Data for the task section start

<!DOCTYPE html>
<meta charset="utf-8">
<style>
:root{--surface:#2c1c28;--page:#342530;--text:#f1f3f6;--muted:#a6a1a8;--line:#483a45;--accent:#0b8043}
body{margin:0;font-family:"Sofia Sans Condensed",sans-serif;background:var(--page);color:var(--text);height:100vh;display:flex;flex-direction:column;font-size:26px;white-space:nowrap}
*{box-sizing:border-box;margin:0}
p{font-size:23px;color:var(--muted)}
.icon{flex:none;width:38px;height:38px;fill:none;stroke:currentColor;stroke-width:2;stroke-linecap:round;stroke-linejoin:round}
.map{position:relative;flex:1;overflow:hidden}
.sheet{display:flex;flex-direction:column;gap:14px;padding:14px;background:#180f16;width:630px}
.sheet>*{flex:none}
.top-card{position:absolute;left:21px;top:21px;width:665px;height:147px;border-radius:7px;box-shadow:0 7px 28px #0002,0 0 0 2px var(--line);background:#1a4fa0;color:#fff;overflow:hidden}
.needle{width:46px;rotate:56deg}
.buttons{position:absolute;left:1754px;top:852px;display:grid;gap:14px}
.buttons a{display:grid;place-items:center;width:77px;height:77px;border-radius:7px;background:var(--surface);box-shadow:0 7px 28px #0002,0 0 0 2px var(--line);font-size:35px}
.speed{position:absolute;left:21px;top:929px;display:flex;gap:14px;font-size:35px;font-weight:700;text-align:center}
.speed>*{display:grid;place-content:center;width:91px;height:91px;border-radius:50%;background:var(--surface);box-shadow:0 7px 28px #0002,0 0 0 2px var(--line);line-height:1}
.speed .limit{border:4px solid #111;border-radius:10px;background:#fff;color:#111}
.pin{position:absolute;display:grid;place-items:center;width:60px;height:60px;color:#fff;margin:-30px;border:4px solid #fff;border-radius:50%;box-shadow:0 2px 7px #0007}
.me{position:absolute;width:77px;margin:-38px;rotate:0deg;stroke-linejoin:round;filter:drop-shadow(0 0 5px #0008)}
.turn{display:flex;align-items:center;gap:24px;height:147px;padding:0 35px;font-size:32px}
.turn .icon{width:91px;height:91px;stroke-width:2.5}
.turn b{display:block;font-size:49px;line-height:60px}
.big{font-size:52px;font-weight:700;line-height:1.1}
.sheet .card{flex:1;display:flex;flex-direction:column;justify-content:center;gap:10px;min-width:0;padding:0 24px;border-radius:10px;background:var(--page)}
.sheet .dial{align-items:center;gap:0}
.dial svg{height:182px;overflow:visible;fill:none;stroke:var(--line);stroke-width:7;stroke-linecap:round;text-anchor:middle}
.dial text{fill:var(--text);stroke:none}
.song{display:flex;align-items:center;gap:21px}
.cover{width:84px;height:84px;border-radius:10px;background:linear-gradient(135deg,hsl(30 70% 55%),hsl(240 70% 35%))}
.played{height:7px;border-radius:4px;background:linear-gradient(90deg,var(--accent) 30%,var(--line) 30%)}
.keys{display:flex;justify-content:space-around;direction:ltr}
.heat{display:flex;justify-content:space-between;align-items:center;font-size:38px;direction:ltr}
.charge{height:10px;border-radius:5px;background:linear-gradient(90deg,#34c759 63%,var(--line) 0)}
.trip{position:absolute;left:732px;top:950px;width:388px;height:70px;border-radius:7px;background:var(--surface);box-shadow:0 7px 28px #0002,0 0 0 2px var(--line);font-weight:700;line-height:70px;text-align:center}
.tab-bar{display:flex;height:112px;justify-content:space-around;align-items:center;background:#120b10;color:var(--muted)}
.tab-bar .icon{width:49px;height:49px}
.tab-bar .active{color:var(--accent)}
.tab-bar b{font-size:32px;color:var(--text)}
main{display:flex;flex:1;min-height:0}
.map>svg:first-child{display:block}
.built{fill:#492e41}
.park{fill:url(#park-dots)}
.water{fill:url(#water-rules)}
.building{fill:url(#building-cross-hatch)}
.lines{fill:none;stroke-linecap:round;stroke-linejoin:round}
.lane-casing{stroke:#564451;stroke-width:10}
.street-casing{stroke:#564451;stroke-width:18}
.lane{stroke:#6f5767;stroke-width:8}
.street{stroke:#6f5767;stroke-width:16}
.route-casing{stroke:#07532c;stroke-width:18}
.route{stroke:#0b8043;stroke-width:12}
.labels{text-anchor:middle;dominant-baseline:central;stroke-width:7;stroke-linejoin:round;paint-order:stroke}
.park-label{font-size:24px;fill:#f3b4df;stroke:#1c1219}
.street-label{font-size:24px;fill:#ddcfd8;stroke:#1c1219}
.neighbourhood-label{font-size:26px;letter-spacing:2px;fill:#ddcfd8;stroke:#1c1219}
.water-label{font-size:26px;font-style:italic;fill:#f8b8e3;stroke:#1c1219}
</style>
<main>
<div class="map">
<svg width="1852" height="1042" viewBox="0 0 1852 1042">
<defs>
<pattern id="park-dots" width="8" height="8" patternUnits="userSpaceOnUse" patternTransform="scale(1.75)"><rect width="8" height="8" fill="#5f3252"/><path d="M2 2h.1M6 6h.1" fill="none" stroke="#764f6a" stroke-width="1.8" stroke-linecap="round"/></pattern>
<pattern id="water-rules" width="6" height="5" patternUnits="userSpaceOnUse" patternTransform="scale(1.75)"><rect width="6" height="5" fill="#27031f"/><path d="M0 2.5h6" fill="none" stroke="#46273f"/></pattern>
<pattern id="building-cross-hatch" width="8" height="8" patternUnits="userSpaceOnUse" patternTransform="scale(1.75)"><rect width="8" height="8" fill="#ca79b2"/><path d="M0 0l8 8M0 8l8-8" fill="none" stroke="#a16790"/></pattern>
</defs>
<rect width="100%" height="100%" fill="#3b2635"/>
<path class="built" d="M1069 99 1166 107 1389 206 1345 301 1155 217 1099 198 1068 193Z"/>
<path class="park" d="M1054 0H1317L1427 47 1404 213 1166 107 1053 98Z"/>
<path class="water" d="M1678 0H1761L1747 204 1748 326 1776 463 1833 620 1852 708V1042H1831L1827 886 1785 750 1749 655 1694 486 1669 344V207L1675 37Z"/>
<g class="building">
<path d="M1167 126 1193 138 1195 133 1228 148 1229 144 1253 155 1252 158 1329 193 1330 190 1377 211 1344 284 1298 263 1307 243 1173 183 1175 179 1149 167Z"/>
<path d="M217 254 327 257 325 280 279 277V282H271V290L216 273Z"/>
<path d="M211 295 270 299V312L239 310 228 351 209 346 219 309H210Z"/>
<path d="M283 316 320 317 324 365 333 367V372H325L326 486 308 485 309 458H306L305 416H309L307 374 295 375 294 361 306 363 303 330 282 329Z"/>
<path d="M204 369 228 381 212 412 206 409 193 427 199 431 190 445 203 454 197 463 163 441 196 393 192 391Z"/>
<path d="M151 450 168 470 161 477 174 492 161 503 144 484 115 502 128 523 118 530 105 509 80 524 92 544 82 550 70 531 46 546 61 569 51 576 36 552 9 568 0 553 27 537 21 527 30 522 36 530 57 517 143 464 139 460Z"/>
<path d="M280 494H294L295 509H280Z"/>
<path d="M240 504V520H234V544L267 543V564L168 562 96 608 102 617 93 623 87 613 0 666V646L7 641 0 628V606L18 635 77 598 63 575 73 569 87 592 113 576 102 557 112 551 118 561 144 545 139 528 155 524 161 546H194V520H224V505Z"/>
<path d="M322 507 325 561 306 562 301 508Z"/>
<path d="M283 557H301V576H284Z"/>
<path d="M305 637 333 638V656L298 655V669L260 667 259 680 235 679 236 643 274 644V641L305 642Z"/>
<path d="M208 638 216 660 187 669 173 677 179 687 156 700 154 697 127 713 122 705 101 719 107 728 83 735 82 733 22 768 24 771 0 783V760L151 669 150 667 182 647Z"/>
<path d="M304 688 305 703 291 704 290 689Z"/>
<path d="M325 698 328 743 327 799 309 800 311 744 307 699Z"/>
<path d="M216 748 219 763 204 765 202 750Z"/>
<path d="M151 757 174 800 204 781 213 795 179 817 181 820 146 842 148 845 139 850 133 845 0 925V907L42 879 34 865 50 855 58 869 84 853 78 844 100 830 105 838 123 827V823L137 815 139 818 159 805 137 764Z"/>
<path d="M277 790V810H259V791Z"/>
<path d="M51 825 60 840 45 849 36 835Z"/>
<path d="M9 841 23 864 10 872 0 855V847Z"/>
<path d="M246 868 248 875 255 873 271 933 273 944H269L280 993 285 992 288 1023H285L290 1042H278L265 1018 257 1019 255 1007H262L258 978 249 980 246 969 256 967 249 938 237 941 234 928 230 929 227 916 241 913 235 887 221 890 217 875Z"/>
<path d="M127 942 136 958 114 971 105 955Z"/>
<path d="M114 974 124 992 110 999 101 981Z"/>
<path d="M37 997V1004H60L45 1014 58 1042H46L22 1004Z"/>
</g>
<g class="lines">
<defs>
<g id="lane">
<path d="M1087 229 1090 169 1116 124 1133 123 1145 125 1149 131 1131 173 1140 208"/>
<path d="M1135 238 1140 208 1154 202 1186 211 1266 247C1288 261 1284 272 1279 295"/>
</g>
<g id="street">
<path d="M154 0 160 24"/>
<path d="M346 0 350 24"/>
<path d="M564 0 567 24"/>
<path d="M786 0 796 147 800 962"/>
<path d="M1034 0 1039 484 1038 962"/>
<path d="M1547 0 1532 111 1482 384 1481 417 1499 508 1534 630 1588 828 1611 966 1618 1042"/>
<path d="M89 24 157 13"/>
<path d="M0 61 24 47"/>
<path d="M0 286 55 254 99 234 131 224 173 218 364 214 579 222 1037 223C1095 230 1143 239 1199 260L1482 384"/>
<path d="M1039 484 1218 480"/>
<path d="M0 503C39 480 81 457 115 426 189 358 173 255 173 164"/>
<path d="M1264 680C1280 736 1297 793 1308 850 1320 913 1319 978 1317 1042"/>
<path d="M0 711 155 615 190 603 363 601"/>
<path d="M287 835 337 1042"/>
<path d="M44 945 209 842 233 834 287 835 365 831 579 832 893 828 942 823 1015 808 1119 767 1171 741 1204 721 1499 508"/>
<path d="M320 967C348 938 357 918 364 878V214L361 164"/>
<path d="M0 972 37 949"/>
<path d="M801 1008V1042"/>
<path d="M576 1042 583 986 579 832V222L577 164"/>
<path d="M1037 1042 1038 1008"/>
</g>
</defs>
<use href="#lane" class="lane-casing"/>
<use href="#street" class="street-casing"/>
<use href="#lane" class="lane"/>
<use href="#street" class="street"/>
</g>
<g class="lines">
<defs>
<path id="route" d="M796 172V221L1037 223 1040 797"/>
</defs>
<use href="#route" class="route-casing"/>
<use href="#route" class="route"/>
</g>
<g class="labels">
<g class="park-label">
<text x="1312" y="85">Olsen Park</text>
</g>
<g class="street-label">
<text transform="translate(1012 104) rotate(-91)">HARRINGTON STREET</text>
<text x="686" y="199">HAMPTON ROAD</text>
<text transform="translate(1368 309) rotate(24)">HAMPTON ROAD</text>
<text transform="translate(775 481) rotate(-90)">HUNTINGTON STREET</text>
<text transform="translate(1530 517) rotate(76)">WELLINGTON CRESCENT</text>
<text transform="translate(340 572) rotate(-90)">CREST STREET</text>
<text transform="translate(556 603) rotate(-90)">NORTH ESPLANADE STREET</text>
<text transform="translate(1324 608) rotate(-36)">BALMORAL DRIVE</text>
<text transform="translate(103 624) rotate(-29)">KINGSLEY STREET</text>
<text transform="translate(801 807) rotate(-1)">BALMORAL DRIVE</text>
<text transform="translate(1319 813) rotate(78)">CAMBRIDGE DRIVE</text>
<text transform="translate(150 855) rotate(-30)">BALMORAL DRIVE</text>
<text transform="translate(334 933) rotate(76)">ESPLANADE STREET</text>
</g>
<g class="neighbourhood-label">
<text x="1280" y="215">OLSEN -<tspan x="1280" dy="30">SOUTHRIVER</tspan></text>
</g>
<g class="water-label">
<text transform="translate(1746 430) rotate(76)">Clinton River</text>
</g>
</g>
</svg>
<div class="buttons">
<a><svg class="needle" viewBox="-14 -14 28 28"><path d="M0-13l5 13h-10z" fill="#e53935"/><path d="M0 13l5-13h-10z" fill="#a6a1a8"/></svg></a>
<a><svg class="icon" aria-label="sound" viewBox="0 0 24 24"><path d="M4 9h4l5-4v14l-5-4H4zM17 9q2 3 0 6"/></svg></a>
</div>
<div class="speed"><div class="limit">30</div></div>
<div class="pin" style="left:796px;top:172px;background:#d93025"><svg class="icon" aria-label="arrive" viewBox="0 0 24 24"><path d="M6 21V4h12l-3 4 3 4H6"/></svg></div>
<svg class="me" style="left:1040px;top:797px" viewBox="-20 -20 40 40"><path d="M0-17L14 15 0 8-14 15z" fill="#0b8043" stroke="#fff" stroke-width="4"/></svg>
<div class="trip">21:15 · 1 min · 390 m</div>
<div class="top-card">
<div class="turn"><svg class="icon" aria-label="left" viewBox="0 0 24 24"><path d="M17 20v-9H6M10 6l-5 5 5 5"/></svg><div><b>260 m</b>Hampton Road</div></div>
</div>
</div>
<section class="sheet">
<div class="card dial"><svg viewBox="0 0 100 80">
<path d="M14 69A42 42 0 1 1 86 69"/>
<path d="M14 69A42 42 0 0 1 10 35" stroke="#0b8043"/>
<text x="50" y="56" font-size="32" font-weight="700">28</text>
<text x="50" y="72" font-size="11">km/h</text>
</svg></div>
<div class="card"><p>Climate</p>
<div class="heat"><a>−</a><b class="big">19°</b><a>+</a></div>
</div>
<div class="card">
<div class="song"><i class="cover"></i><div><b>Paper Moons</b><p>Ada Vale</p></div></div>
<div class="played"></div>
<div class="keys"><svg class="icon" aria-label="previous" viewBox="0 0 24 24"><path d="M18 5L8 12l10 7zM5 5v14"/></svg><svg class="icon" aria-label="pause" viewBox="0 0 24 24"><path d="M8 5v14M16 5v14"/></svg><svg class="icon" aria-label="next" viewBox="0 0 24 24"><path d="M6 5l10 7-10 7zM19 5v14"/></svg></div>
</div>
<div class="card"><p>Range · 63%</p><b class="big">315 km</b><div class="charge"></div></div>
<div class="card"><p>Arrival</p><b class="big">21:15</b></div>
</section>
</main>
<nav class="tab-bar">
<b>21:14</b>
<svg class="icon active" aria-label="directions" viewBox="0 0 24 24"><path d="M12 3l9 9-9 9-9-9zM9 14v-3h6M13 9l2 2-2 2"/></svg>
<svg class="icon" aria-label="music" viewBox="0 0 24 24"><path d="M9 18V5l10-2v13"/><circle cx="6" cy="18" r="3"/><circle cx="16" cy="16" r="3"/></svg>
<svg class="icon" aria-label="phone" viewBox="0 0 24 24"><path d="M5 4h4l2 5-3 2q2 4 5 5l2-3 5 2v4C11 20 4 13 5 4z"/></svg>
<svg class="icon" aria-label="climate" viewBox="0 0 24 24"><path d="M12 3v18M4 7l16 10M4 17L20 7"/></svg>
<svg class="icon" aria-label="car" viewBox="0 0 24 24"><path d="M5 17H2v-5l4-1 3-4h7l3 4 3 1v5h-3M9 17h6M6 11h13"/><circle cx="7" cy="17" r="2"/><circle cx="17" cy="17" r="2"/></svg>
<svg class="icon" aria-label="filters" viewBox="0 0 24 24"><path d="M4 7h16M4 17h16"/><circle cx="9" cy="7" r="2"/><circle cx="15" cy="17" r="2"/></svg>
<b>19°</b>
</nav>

Data for the task section end

Instructions for the task:
Please give the count of lines above with "limit", nothing else.

Exercise output:
2